#### Exercise details
Would you reproduce every record exactly, leaving out the pictures?

#### Exercise data

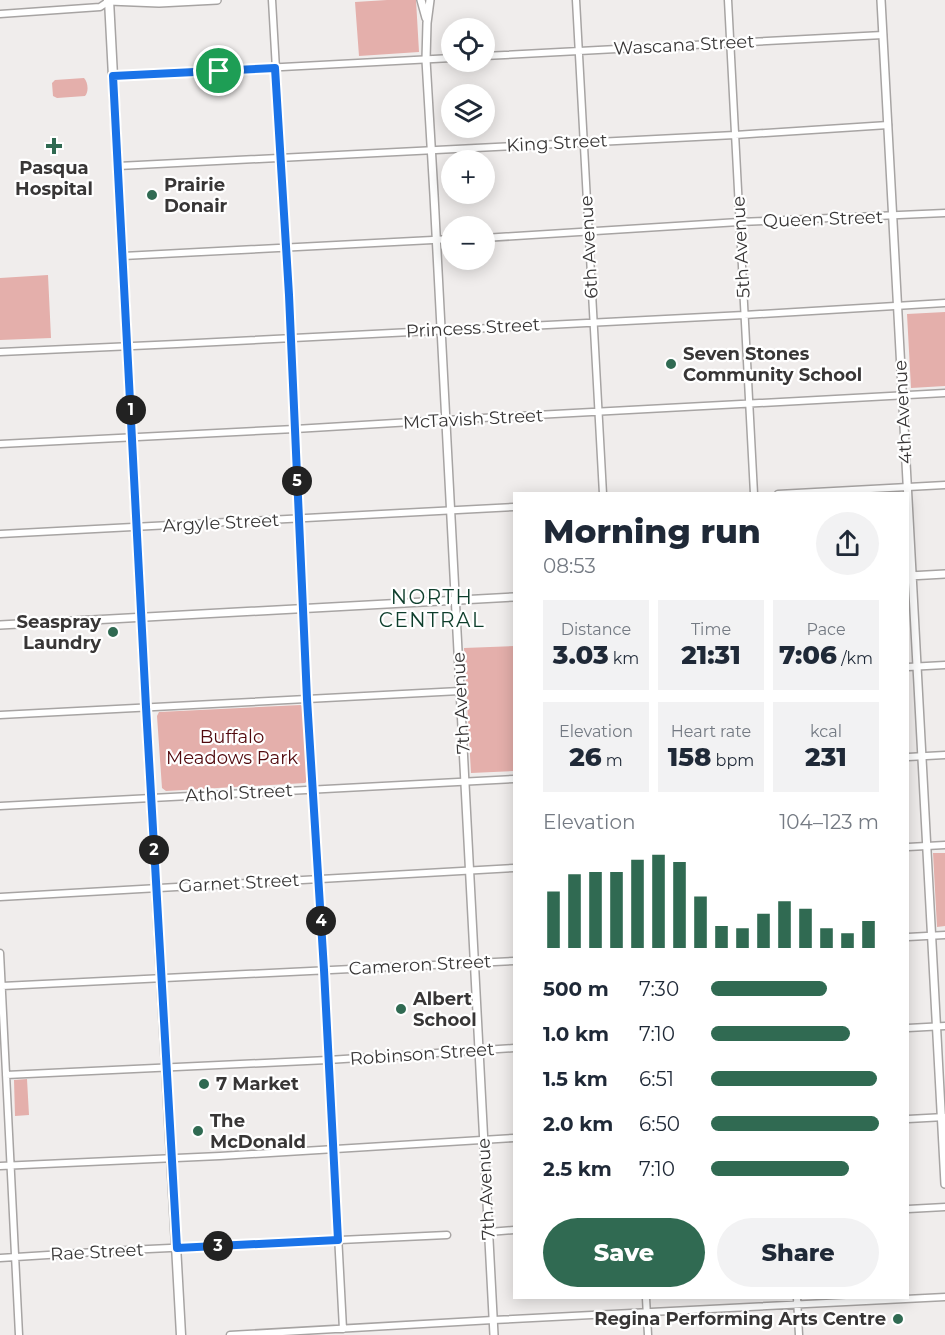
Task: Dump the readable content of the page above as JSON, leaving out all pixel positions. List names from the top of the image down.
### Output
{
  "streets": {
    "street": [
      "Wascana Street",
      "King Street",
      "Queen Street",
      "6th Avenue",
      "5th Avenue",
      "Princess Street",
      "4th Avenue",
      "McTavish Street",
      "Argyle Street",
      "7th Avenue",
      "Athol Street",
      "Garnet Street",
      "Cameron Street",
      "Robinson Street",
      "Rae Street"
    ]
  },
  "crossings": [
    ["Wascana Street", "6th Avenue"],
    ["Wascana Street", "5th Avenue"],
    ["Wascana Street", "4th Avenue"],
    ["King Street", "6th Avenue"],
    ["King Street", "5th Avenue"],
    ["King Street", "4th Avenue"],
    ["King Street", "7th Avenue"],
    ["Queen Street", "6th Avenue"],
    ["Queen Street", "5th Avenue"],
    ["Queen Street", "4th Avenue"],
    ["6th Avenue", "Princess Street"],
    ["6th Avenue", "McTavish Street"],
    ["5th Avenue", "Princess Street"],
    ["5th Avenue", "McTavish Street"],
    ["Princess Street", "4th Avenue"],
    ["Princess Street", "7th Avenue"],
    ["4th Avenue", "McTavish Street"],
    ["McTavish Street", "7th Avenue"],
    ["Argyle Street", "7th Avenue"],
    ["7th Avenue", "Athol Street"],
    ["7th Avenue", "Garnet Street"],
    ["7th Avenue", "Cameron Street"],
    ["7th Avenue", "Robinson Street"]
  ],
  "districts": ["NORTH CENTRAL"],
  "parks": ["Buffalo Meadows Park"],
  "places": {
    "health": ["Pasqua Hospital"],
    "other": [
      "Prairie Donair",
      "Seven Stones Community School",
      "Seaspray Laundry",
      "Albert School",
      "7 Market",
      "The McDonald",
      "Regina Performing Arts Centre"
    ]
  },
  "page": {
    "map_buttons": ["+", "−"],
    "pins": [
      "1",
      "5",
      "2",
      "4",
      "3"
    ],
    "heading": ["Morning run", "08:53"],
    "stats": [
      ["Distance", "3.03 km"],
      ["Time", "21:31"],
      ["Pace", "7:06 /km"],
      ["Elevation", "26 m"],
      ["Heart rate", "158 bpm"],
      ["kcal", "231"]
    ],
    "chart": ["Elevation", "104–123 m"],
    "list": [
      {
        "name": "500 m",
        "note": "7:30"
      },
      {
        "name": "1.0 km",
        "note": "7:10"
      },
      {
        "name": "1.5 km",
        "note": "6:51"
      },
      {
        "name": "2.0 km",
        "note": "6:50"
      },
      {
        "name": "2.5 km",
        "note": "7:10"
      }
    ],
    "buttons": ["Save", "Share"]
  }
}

#### Answer box
Task: Dump the readable content of the page above as JSON, leaving out all pixel positions. List names from the top of the image down.
### Output
{
  "streets": {
    "street": [
      "Wascana Street",
      "King Street",
      "Queen Street",
      "6th Avenue",
      "5th Avenue",
      "Princess Street",
      "4th Avenue",
      "McTavish Street",
      "Argyle Street",
      "7th Avenue",
      "Athol Street",
      "Garnet Street",
      "Cameron Street",
      "Robinson Street",
      "Rae Street"
    ]
  },
  "crossings": [
    ["Wascana Street", "6th Avenue"],
    ["Wascana Street", "5th Avenue"],
    ["Wascana Street", "4th Avenue"],
    ["King Street", "6th Avenue"],
    ["King Street", "5th Avenue"],
    ["King Street", "4th Avenue"],
    ["King Street", "7th Avenue"],
    ["Queen Street", "6th Avenue"],
    ["Queen Street", "5th Avenue"],
    ["Queen Street", "4th Avenue"],
    ["6th Avenue", "Princess Street"],
    ["6th Avenue", "McTavish Street"],
    ["5th Avenue", "Princess Street"],
    ["5th Avenue", "McTavish Street"],
    ["Princess Street", "4th Avenue"],
    ["Princess Street", "7th Avenue"],
    ["4th Avenue", "McTavish Street"],
    ["McTavish Street", "7th Avenue"],
    ["Argyle Street", "7th Avenue"],
    ["7th Avenue", "Athol Street"],
    ["7th Avenue", "Garnet Street"],
    ["7th Avenue", "Cameron Street"],
    ["7th Avenue", "Robinson Street"]
  ],
  "districts": ["NORTH CENTRAL"],
  "parks": ["Buffalo Meadows Park"],
  "places": {
    "health": ["Pasqua Hospital"],
    "other": [
      "Prairie Donair",
      "Seven Stones Community School",
      "Seaspray Laundry",
      "Albert School",
      "7 Market",
      "The McDonald",
      "Regina Performing Arts Centre"
    ]
  },
  "page": {
    "map_buttons": ["+", "−"],
    "pins": [
      "1",
      "5",
      "2",
      "4",
      "3"
    ],
    "heading": ["Morning run", "08:53"],
    "stats": [
      ["Distance", "3.03 km"],
      ["Time", "21:31"],
      ["Pace", "7:06 /km"],
      ["Elevation", "26 m"],
      ["Heart rate", "158 bpm"],
      ["kcal", "231"]
    ],
    "chart": ["Elevation", "104–123 m"],
    "list": [
      {
        "name": "500 m",
        "note": "7:30"
      },
      {
        "name": "1.0 km",
        "note": "7:10"
      },
      {
        "name": "1.5 km",
        "note": "6:51"
      },
      {
        "name": "2.0 km",
        "note": "6:50"
      },
      {
        "name": "2.5 km",
        "note": "7:10"
      }
    ],
    "buttons": ["Save", "Share"]
  }
}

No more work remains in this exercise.